Segment Start: Available data
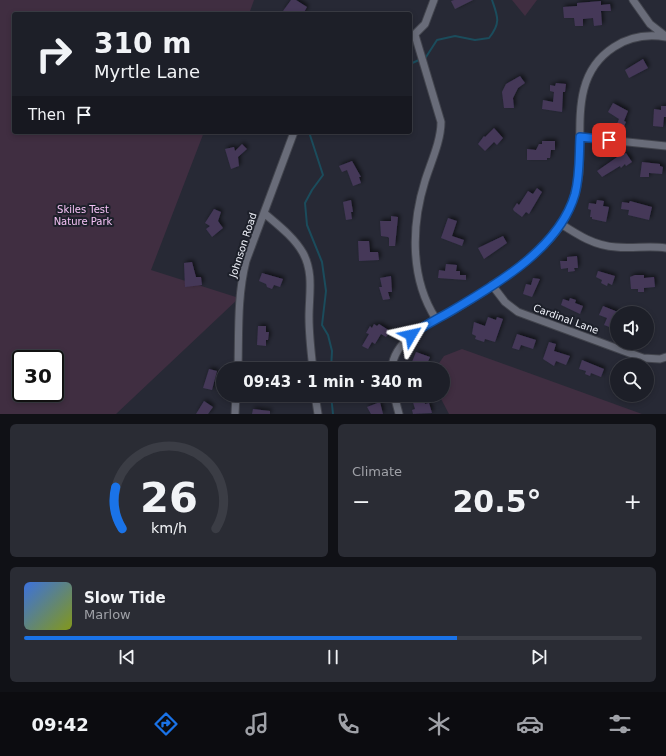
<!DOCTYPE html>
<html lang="en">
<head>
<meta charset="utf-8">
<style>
  :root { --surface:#1d1f28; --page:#2a2c34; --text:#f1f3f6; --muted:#a0a2a8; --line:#3b3d45; --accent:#1a73e8 }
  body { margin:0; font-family:"DejaVu Sans",sans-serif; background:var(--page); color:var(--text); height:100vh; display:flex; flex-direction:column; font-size:15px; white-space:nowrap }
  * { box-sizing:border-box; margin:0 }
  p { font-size:13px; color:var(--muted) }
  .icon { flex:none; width:22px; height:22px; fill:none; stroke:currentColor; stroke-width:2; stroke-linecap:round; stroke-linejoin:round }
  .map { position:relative; height:414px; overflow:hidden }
  .details { display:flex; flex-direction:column; gap:10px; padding:10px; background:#101116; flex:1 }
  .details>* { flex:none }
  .top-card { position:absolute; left:12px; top:12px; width:400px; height:122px; border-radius:4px; box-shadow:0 2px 6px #0003,0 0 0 1px var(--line); background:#1d1f28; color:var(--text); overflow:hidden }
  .tools { position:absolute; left:610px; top:306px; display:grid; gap:8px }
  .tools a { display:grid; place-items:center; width:44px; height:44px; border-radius:50%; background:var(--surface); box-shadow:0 2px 6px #0003,0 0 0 1px var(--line); font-size:20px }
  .speed { position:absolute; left:12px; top:350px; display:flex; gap:8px; font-size:20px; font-weight:700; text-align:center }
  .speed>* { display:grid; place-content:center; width:52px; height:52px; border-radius:50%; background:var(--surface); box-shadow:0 2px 6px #0003,0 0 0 1px var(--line); line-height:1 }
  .speed .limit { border:2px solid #111; border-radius:6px; background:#fff; color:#111 }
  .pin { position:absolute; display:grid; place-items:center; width:34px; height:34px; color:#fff; margin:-17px; border-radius:8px; box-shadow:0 2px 6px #0006 }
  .me { position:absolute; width:44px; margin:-22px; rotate:54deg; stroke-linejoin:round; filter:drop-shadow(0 0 3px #0008) }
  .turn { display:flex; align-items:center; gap:14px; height:84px; padding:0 16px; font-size:18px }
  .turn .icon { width:52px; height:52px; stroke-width:2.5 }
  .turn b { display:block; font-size:28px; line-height:34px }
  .then { display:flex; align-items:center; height:38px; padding:0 16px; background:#0003; gap:8px; font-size:15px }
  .big { font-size:30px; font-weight:700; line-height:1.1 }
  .details .tile { flex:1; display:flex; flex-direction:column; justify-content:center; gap:6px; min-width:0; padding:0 14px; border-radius:6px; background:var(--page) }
  .details .dial { align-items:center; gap:0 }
  .dial svg { height:104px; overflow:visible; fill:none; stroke:var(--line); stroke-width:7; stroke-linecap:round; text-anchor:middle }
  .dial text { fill:var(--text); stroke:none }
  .song { display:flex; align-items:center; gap:12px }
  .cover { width:48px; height:48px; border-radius:6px; background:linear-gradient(135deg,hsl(220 70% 55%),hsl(70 70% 35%)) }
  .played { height:4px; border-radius:2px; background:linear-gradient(90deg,var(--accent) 70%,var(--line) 70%) }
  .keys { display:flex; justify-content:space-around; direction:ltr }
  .heat { display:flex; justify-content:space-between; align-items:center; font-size:22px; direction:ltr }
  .details .tiles { flex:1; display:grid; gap:10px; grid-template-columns:1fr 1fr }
  .tile:last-child { grid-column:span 2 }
  .trip { position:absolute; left:216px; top:362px; width:234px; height:40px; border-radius:20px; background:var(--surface); box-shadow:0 2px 6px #0003,0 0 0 1px var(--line); font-weight:700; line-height:40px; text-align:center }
  .tabs { display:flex; height:64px; justify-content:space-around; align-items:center; background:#0c0c10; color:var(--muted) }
  .tabs .icon { width:28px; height:28px }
  .tabs .current { color:var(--accent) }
  .tabs b { font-size:18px; color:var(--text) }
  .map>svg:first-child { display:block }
</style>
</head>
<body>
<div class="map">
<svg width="666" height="414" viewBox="0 0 666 414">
  <defs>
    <filter id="shadow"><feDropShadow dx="2" dy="-2" stdDeviation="2" flood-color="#0009"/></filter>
  </defs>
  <rect width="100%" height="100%" fill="#272935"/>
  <path fill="#402e41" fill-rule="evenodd" d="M 0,0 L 254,0 L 249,14 L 14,14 L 14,132 L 204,132 L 151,270 L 239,298 L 116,414 L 0,414 ZM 21,359 L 55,359 L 55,393 L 21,393 Z
    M 512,0 L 537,0 L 525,16 Z
    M 462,349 L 642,414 L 449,414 L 439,395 L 443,395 L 443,369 L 435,369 L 444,356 Z"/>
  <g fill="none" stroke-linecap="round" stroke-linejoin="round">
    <path stroke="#1b4c5c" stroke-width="2" d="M 426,57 L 437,40 L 455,36 L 475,40 L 489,38 C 501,23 498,17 492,0
      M 410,64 L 419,60
      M 309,132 L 323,175 L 312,190 L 305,203 L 307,225 L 322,262 L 326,291 L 322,325 L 328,335 L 332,351 L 331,369
      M 331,395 L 333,414"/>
  </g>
  <path fill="#443859" filter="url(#shadow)" d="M 291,0 L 296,0 L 307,7 L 303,14 L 295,14 L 291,12 L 288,14 L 283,11 Z
    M 454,0 L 473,0 L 455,9 L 451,1 Z
    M 601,1 L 601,5 L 610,4 L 611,11 L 601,11 L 602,25 L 594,26 L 593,18 L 583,19 L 583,26 L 575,26 L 574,18 L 564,18 L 563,7 L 577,6 L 577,3 Z
    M 643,59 L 648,68 L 629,78 L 625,70 Z
    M 520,76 L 525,83 L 518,88 L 513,98 L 514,108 L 504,108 L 502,92 L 506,84 Z
    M 556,83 L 566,84 L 565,92 L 563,92 L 562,112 L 542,109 L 543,100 L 553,102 L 554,92 L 550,91 L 550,85 L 555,86 Z
    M 613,103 L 628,111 L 624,121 L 626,122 L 623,128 L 617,124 L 619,119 L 608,112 Z
    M 661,106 L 666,106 L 666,117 L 664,117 L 663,127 L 653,126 L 654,109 L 661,110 Z
    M 494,128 L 503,138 L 497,145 L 494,142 L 485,151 L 478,144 L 484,136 L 485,137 Z
    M 542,141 L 555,141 L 555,150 L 551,150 L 550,158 L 547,158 L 547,160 L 527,160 L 527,149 L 536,150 L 539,144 L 542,144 Z
    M 242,144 L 247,149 L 238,157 L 239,166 L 231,169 L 225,149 L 234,147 L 235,151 Z
    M 623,153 L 624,154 L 626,153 L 632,162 L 626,166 L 625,164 L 621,168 L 620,166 L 602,177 L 597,171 Z
    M 352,161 L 361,177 L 359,177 L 361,183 L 353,186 L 347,170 L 342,172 L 339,166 Z
    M 642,162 L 660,164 L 660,166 L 663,167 L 662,174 L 649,173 L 649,177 L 640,177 Z
    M 537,188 L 542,192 L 529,214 L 526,212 L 522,217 L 514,211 L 513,209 L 517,203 L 519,205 L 528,191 L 533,194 Z
    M 351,200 L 353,212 L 351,212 L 352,219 L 346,220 L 343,202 Z
    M 597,200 L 604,201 L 603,206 L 609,207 L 606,222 L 592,219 L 592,217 L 590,217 L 591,210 L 588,209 L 589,203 L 596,204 Z
    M 630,201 L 652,207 L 649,220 L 628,215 L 629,210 L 621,209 L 622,202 L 629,203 Z
    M 214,209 L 221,212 L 218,221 L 223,228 L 212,237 L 206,229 L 210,226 L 205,223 Z
    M 391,216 L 398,217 L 395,246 L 389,246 L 389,238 L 388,237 L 381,236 L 380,221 L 391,221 Z
    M 448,218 L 457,221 L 452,236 L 464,240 L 462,246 L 441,238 Z
    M 503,236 L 507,243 L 484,259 L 478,248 Z
    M 358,241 L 369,241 L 370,252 L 378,252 L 379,260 L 359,261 Z
    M 577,256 L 578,268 L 574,268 L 575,271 L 568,272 L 568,268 L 561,269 L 560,261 L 567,261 L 567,257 Z
    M 192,262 L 196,277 L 201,277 L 202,285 L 185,287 L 184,263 Z
    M 446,264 L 457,265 L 456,271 L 460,271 L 460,275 L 466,275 L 466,280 L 438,278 L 439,270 L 445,271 Z
    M 598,271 L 615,276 L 612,285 L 608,283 L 607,286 L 601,283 L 602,280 L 596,277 Z
    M 262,273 L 283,279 L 280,287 L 274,285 L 272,289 L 267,287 L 266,284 L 259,281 Z
    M 635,275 L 644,275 L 644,278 L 654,277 L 655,287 L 644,288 L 644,292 L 638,292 L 638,289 L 631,289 L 630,277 Z
    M 391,276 L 392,292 L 388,292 L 390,299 L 383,300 L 379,287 L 382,287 L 380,278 Z
    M 533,278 L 540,279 L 532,297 L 523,294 L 526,284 L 531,285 Z
    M 570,298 L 576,300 L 575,303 L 583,306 L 580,314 L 561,305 L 563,299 L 569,301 Z
    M 603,306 L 618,312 L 612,328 L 604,325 L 607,318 L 599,315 Z
    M 488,317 L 496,320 L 497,317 L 503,319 L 495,342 L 485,339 L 484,342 L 475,339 L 476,336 L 472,334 L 474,322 L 485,326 Z
    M 374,324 L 377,326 L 379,324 L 390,331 L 386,337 L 381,334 L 375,344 L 372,342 L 368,349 L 362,346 L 369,334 L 366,333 L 370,326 L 372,328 Z
    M 258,326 L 266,326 L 266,332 L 269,332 L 268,340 L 266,340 L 266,346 L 257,345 Z
    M 517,334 L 536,340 L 533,349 L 521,345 L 519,350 L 512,348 Z
    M 549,342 L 556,344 L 554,351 L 570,356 L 566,365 L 556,361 L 554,366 L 543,359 Z
    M 416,352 L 430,357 L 427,364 L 423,362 L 420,369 L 411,369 L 410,367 Z
    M 582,360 L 604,369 L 601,377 L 591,373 L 590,376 L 585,374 L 586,371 L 579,369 Z
    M 209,369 L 217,371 L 212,390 L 203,388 Z
    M 423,396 L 425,404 L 429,403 L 432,413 L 413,414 L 412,410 L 415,409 L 412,399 Z
    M 204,401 L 213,407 L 208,414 L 196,414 Z
    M 380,402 L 383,414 L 371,414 L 367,407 Z
    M 253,409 L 270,411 L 270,414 L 252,414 Z"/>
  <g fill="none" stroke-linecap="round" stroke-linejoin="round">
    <defs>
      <path id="minor" d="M 633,0 L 650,24 L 664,35
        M 415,35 L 441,122 C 441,141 431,162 425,181 C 411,226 410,279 436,319
        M 410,39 L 425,24 L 434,0
        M 580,137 L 666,146
        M 264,213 C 278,225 294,237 303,253 C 314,273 309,295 309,317 C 309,334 311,352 313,369
        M 561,224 C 578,235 595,246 616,247 C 633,249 649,245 666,248
        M 492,285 L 505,302 L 518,312 L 643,358 L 660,359 L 666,357
        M 238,369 C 239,332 237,297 246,261 L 294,132
        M 392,369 C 392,354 404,341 415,332 C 426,323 440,318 452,311 C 485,292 543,255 562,223 C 571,208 577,192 579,174 C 583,129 569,76 614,47 C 629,37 648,34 666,37
        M 315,395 L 318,414
        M 394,395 L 399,414
        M 235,414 L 236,395"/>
    </defs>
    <use href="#minor" stroke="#42444d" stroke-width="9"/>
    <use href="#minor" stroke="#696c79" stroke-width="7"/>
  </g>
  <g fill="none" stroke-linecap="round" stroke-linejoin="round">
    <defs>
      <path id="route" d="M 411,335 C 426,324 442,317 458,307 C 502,281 560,246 575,194 C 580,175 579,156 580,137 L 609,140"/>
    </defs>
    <use href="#route" stroke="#114b97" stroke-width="10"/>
    <use href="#route" stroke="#1a73e8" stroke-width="7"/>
  </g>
  <g text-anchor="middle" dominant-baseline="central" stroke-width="4" stroke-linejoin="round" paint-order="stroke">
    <g font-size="10" fill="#f5c2f5" stroke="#1d202a">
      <text x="83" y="209">Skiles Test<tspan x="83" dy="12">Nature Park</tspan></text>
    </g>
    <g font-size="10" fill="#f2f4fc" stroke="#1d202a">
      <text transform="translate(243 245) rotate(-72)">Johnson Road</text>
      <text transform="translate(566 319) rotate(20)">Cardinal Lane</text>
    </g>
  </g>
</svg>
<div class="tools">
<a><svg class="icon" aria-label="sound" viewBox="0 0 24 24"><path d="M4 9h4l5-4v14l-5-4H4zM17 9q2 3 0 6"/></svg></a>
<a><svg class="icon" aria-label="search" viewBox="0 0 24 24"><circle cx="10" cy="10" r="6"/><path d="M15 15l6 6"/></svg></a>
</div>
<div class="speed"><div class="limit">30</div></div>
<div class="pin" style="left:609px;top:140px;background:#d93025"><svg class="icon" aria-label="arrive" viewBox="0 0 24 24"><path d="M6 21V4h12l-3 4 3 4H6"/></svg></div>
<svg class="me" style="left:411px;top:335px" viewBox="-20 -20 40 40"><path d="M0-17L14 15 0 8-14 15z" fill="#1a73e8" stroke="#fff" stroke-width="4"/></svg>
<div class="trip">09:43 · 1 min · 340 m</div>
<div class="top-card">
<div class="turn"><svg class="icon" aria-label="right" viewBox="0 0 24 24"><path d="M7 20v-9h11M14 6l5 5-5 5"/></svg><div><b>310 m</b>Myrtle Lane</div></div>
<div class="then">Then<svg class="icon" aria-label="arrive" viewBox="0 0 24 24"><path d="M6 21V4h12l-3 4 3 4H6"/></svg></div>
</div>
</div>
<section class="details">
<div class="tiles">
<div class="tile dial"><svg viewBox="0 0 100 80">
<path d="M14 69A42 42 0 1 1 86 69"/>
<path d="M14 69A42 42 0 0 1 9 37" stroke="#1a73e8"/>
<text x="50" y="56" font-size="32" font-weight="700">26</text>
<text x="50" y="72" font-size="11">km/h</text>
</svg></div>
<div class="tile"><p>Climate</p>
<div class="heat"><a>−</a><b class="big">20.5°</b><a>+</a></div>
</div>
<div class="tile">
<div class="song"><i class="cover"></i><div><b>Slow Tide</b><p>Marlow</p></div></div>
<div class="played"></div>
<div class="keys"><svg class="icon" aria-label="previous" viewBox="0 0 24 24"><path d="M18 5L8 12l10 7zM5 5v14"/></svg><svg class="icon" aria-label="pause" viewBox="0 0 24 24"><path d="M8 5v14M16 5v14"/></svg><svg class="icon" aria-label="next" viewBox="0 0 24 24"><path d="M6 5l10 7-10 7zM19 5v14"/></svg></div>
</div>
</div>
</section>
<nav class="tabs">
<b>09:42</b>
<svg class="icon current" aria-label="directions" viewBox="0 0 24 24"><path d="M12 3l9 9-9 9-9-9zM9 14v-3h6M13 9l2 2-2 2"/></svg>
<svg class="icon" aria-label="music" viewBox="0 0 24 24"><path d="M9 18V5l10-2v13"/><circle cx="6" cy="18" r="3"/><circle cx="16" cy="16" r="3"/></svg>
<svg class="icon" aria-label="phone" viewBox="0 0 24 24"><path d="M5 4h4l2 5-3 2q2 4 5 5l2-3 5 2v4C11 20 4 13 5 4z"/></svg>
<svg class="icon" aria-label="climate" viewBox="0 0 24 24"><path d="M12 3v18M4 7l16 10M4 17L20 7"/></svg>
<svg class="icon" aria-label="car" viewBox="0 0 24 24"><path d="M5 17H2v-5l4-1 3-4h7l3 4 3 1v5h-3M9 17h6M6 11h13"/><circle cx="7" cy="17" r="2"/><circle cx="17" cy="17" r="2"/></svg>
<svg class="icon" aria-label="filters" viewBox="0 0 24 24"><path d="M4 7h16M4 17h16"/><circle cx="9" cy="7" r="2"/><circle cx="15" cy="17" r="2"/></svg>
</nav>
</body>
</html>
Segment End: Available data
▶ _What is being asked_:
Look through the data above and return exactly the lines from the one that contains "M 577,256 L" to the one that contains "M 580,137 L 666,146", inclusive, with nothing else.

▶ _Task output_:
    M 577,256 L 578,268 L 574,268 L 575,271 L 568,272 L 568,268 L 561,269 L 560,261 L 567,261 L 567,257 Z
    M 192,262 L 196,277 L 201,277 L 202,285 L 185,287 L 184,263 Z
    M 446,264 L 457,265 L 456,271 L 460,271 L 460,275 L 466,275 L 466,280 L 438,278 L 439,270 L 445,271 Z
    M 598,271 L 615,276 L 612,285 L 608,283 L 607,286 L 601,283 L 602,280 L 596,277 Z
    M 262,273 L 283,279 L 280,287 L 274,285 L 272,289 L 267,287 L 266,284 L 259,281 Z
    M 635,275 L 644,275 L 644,278 L 654,277 L 655,287 L 644,288 L 644,292 L 638,292 L 638,289 L 631,289 L 630,277 Z
    M 391,276 L 392,292 L 388,292 L 390,299 L 383,300 L 379,287 L 382,287 L 380,278 Z
    M 533,278 L 540,279 L 532,297 L 523,294 L 526,284 L 531,285 Z
    M 570,298 L 576,300 L 575,303 L 583,306 L 580,314 L 561,305 L 563,299 L 569,301 Z
    M 603,306 L 618,312 L 612,328 L 604,325 L 607,318 L 599,315 Z
    M 488,317 L 496,320 L 497,317 L 503,319 L 495,342 L 485,339 L 484,342 L 475,339 L 476,336 L 472,334 L 474,322 L 485,326 Z
    M 374,324 L 377,326 L 379,324 L 390,331 L 386,337 L 381,334 L 375,344 L 372,342 L 368,349 L 362,346 L 369,334 L 366,333 L 370,326 L 372,328 Z
    M 258,326 L 266,326 L 266,332 L 269,332 L 268,340 L 266,340 L 266,346 L 257,345 Z
    M 517,334 L 536,340 L 533,349 L 521,345 L 519,350 L 512,348 Z
    M 549,342 L 556,344 L 554,351 L 570,356 L 566,365 L 556,361 L 554,366 L 543,359 Z
    M 416,352 L 430,357 L 427,364 L 423,362 L 420,369 L 411,369 L 410,367 Z
    M 582,360 L 604,369 L 601,377 L 591,373 L 590,376 L 585,374 L 586,371 L 579,369 Z
    M 209,369 L 217,371 L 212,390 L 203,388 Z
    M 423,396 L 425,404 L 429,403 L 432,413 L 413,414 L 412,410 L 415,409 L 412,399 Z
    M 204,401 L 213,407 L 208,414 L 196,414 Z
    M 380,402 L 383,414 L 371,414 L 367,407 Z
    M 253,409 L 270,411 L 270,414 L 252,414 Z"/>
  <g fill="none" stroke-linecap="round" stroke-linejoin="round">
    <defs>
      <path id="minor" d="M 633,0 L 650,24 L 664,35
        M 415,35 L 441,122 C 441,141 431,162 425,181 C 411,226 410,279 436,319
        M 410,39 L 425,24 L 434,0
        M 580,137 L 666,146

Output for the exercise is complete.